In the case of the anteater, completed in 1909, the creature is shown bending to lick its paw. It is a characteristic gesture but also accentuates its natural, circular geometry.
“A lot of our clients are driven by subject matter at the beginning,” says Sladmore’s Edward Horswell, who has specialised in the artist for 50 years.
“Big cats and elephants are popular, but then you’ll get an exceptional example like the anteater which is so unique and modernist that it might appeal to someone who’s interested in the artwork of these pieces.”
Another version of the anteater offered at auction demonstrated its popularity, making a hammer price of €1.2m (£1m) at Drouot in Paris in 2016. This was then the highest price a Bugatti sculpture had ever made at auction in France.
Life and work
The latest anteater now joins 15 other bronzes in a celebration of the artist’s life and work at the St James’s gallery in a show which opened last week, where offerings are priced from £55,000 to more than £1m.
It can be difficult to get a sufficient number of Bugatti works together to stage a show, Horswell adds, so there needs to be a real reason for the occasion. In this case, it is the London publication of The Animal Gazer by Italian author Edgardo Franzosini.
Originally released in Italian in 2015, the book is a novelised biography of the artist’s life. Born in Milan, Rembrandt (named by his painter uncle) was the younger brother of Ettore Bugatti (1881-1947), the auto pioneer.
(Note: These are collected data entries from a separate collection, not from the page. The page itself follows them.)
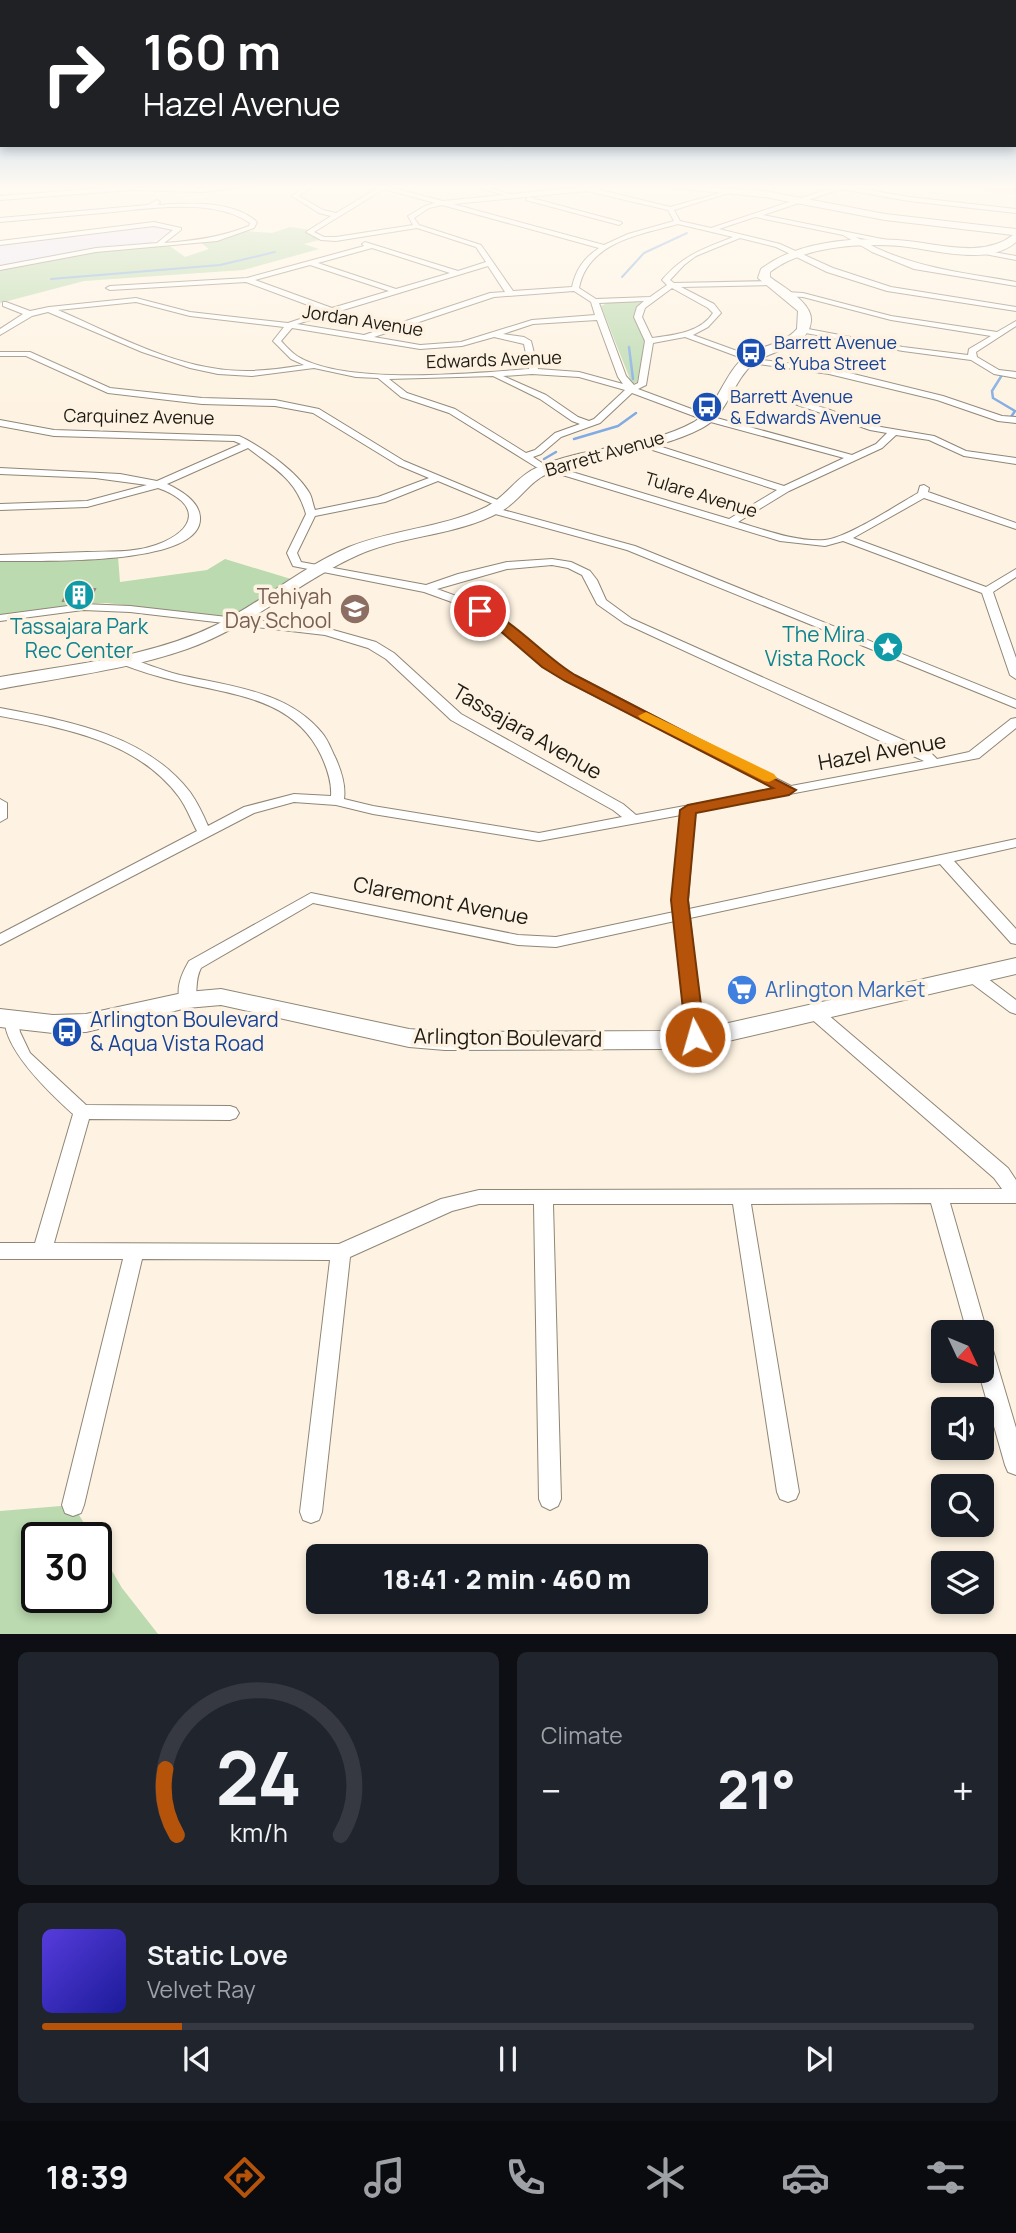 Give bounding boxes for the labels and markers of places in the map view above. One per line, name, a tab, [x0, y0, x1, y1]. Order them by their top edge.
place label: Barrett Avenue & Yuba Street	[774, 330, 897, 375]
bus stop icon: Barrett Avenue & Yuba Street	[734, 336, 768, 370]
place label: Barrett Avenue & Edwards Avenue	[730, 384, 881, 429]
bus stop icon: Barrett Avenue & Edwards Avenue	[690, 390, 724, 424]
building icon: Tassajara Park Rec Center	[62, 578, 96, 612]
pin	[450, 581, 510, 641]
place label: Tehiyah Day School	[225, 582, 332, 634]
school or university icon: Tehiyah Day School	[338, 592, 372, 626]
place label: Tassajara Park Rec Center	[10, 612, 149, 664]
place label: The Mira Vista Rock	[765, 620, 866, 672]
place icon: The Mira Vista Rock	[871, 630, 905, 664]
supermarket icon: Arlington Market	[725, 973, 759, 1007]
place label: Arlington Market	[765, 975, 925, 1003]
place label: Arlington Boulevard & Aqua Vista Road	[90, 1005, 279, 1057]
bus stop icon: Arlington Boulevard & Aqua Vista Road	[50, 1015, 84, 1049] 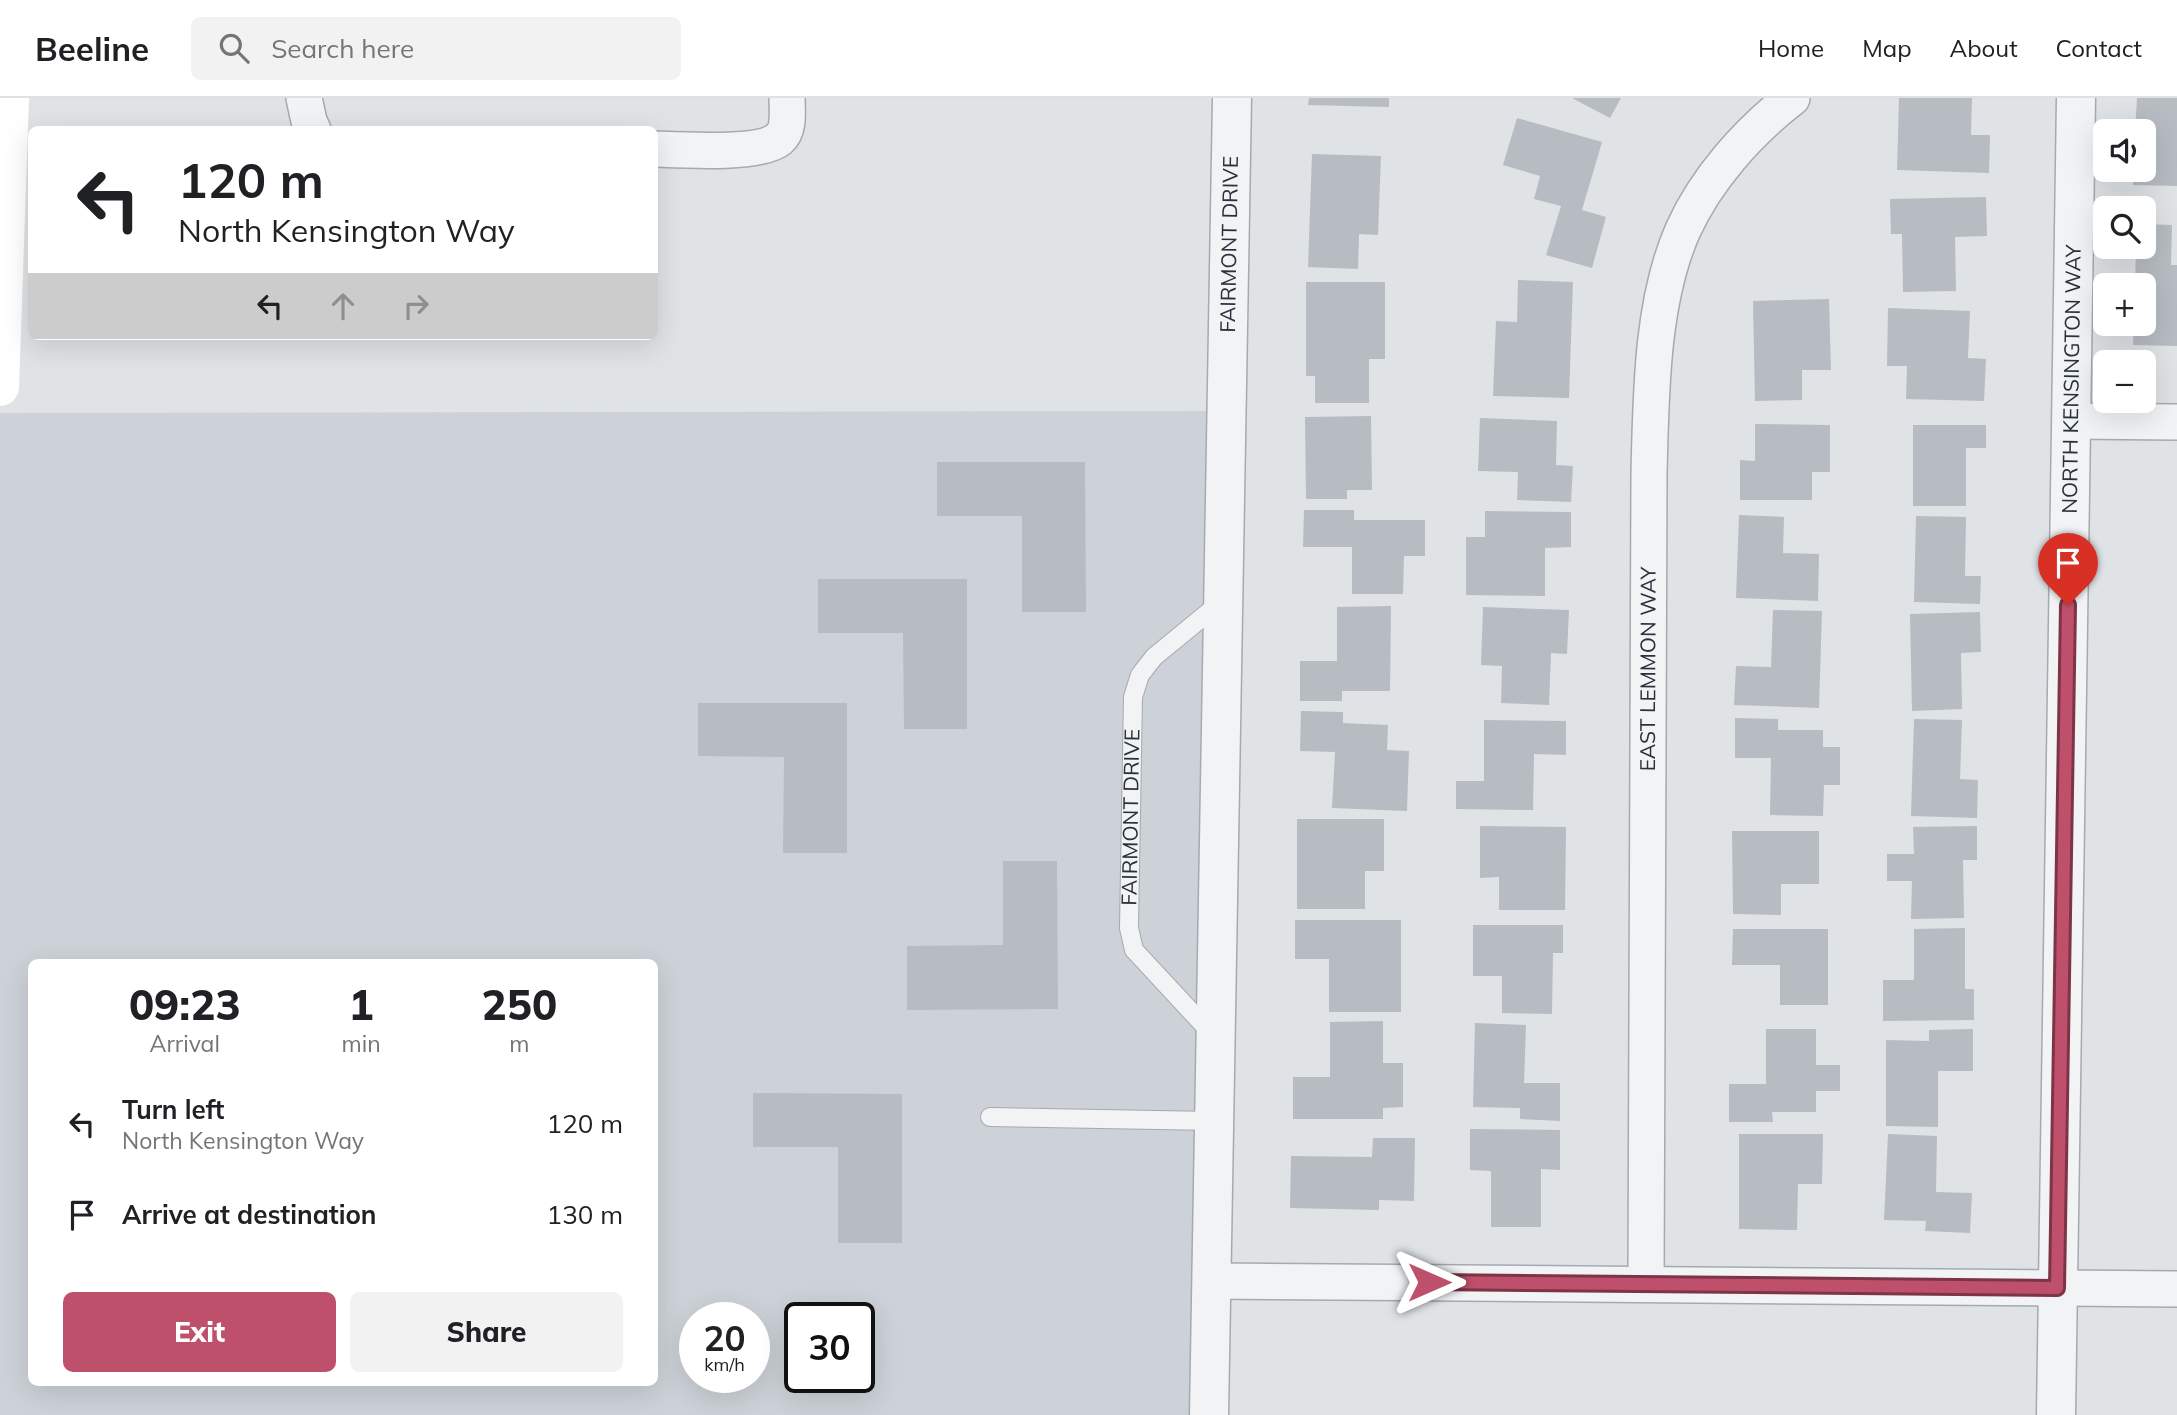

A lot of our clients are driven by subject matter… but the anteater is so unique and modernist it might appeal to someone who’s interested in the artwork
Their father was a furniture and jewellery designer and Rembrandt started early on to work with foundry and gallery owner Adrian Hébrard, who went on to represent him. In his early 20s he moved to Antwerp for easier access to the city’s Royal Zoological Gardens, the largest zoo in Europe, where he could observe – and often interact with – his subjects.
His work was shown at the Venice Biennale when he was aged just 19, he was awarded the French Légion d’Honneur for art at 27 and was hailed by poet-critic Guillaume Apollinaire.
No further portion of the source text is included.